* **ACTION ITEM**:
Scan the listing below for the word "Mesa" and copy every line where it occurs.

:: MATERIAL FOR THIS EXERCISE ::

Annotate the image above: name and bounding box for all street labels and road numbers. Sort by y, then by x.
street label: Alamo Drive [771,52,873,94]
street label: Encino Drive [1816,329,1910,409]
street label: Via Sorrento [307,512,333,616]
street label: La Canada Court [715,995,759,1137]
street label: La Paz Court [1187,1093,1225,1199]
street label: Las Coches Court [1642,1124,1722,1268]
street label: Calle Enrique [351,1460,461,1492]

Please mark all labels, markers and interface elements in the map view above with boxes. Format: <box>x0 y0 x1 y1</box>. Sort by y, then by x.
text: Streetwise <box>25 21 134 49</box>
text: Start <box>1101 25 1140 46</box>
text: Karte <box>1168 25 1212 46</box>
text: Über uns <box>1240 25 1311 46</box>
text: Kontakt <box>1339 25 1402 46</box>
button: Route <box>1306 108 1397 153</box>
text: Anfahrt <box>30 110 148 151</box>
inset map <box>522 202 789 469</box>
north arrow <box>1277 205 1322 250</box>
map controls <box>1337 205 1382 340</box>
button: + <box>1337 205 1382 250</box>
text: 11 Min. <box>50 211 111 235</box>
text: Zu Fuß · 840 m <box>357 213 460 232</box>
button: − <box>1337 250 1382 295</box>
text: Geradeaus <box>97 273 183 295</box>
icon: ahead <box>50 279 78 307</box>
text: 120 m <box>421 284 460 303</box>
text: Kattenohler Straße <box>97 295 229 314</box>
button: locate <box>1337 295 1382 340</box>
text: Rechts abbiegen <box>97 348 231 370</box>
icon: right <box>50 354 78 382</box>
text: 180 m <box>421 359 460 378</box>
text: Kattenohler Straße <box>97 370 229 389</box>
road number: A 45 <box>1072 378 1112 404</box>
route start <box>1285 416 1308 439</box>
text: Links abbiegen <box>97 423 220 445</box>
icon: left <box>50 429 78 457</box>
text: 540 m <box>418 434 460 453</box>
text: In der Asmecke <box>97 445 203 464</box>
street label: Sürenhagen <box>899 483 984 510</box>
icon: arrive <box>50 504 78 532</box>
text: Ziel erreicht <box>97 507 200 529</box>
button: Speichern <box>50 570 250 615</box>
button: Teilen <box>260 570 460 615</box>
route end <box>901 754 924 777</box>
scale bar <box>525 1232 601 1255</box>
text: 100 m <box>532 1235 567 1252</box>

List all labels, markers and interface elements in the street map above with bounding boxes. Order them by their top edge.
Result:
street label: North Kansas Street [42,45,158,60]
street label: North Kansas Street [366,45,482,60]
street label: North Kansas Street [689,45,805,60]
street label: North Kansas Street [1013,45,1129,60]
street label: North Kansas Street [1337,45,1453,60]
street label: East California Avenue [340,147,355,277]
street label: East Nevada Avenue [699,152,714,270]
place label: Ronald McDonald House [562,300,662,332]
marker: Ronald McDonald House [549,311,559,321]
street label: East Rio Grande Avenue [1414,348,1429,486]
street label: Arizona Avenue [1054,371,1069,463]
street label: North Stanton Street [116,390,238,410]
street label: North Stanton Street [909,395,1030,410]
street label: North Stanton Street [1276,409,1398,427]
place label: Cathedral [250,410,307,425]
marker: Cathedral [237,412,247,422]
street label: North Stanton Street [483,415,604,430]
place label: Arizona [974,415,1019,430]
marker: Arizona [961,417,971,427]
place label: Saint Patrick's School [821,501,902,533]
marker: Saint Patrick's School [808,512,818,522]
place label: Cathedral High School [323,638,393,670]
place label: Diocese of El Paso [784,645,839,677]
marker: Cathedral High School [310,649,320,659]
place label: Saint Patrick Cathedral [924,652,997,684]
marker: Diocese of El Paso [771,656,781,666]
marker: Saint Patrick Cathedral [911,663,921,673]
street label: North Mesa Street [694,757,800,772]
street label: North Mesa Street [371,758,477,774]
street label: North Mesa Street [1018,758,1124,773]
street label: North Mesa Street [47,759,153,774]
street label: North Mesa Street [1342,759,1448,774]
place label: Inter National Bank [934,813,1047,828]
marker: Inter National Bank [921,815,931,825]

:::

* **SOLUTION**:
street label: North Mesa Street [694,757,800,772]
street label: North Mesa Street [371,758,477,774]
street label: North Mesa Street [1018,758,1124,773]
street label: North Mesa Street [47,759,153,774]
street label: North Mesa Street [1342,759,1448,774]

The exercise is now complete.